▶ Data for the task:
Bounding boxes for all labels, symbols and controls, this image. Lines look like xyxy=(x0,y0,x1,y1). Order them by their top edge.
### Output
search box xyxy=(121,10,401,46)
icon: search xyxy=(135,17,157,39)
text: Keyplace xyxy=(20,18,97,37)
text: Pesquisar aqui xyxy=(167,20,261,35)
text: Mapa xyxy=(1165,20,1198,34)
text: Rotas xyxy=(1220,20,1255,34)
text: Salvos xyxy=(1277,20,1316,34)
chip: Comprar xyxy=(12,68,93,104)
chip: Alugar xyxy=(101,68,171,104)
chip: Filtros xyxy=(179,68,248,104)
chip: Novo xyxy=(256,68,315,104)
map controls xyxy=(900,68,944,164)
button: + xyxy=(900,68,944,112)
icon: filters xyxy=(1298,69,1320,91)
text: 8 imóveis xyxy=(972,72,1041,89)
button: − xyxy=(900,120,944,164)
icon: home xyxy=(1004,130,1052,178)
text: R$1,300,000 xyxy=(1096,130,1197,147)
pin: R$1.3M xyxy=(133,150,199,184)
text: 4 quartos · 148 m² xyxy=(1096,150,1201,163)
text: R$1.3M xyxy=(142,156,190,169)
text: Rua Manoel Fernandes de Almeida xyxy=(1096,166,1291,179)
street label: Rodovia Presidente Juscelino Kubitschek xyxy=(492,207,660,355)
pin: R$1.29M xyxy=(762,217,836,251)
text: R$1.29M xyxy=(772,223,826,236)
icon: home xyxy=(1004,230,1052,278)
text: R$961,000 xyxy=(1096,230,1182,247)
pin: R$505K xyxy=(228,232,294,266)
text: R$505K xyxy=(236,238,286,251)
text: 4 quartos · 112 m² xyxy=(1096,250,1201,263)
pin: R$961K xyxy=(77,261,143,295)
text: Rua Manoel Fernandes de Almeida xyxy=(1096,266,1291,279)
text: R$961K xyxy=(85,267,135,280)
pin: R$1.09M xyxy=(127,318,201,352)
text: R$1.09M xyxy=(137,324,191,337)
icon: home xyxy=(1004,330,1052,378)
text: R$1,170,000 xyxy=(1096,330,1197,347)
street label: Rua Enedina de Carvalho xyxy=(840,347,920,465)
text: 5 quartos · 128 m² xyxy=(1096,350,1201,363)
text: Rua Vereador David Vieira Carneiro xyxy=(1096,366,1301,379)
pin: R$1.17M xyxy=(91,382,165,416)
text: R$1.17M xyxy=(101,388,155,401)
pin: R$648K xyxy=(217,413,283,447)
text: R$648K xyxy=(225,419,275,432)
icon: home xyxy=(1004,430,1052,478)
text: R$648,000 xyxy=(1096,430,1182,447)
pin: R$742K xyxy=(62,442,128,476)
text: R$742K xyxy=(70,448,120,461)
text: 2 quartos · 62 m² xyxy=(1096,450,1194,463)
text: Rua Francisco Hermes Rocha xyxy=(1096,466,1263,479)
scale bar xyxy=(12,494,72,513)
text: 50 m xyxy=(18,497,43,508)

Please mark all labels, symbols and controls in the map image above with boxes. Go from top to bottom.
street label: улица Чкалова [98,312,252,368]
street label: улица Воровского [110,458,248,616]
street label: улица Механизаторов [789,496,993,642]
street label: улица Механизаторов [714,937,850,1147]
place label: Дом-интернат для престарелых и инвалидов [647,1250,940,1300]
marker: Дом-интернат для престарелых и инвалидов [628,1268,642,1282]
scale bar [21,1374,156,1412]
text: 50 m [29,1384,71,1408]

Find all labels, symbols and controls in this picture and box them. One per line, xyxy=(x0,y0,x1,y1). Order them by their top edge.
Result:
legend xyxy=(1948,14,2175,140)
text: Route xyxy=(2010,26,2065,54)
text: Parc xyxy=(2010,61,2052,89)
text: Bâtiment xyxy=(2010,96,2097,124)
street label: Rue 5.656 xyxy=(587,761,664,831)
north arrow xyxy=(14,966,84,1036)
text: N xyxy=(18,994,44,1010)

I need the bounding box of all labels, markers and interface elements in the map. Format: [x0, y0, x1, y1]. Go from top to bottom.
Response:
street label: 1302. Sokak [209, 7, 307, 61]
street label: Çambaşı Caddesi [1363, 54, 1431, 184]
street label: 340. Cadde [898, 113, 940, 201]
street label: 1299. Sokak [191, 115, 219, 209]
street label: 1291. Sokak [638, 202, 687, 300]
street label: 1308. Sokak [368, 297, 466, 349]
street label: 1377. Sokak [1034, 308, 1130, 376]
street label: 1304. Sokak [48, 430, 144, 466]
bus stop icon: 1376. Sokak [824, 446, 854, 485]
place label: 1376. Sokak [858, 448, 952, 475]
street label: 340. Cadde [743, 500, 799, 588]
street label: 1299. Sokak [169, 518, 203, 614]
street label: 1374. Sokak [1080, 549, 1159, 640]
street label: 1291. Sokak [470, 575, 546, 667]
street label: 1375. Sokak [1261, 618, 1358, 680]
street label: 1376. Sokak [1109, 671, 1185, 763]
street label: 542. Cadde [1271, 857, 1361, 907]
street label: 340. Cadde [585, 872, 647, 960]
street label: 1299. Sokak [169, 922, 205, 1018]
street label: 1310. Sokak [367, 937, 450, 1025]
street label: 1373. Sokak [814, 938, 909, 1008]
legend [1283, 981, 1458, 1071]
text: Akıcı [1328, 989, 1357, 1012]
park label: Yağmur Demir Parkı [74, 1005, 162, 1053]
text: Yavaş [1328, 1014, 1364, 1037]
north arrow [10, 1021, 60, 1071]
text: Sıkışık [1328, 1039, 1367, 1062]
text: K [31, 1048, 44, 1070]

▶ Task requirements:
Scan the data above for the string "them" and copy each line where it appears.

▶ Exercise answer:
Bounding boxes for all labels, symbols and controls, this image. Lines look like xyxy=(x0,y0,x1,y1). Order them by their top edge.
Find all labels, symbols and controls in this picture and box them. One per line, xyxy=(x0,y0,x1,y1). Order them by their top edge.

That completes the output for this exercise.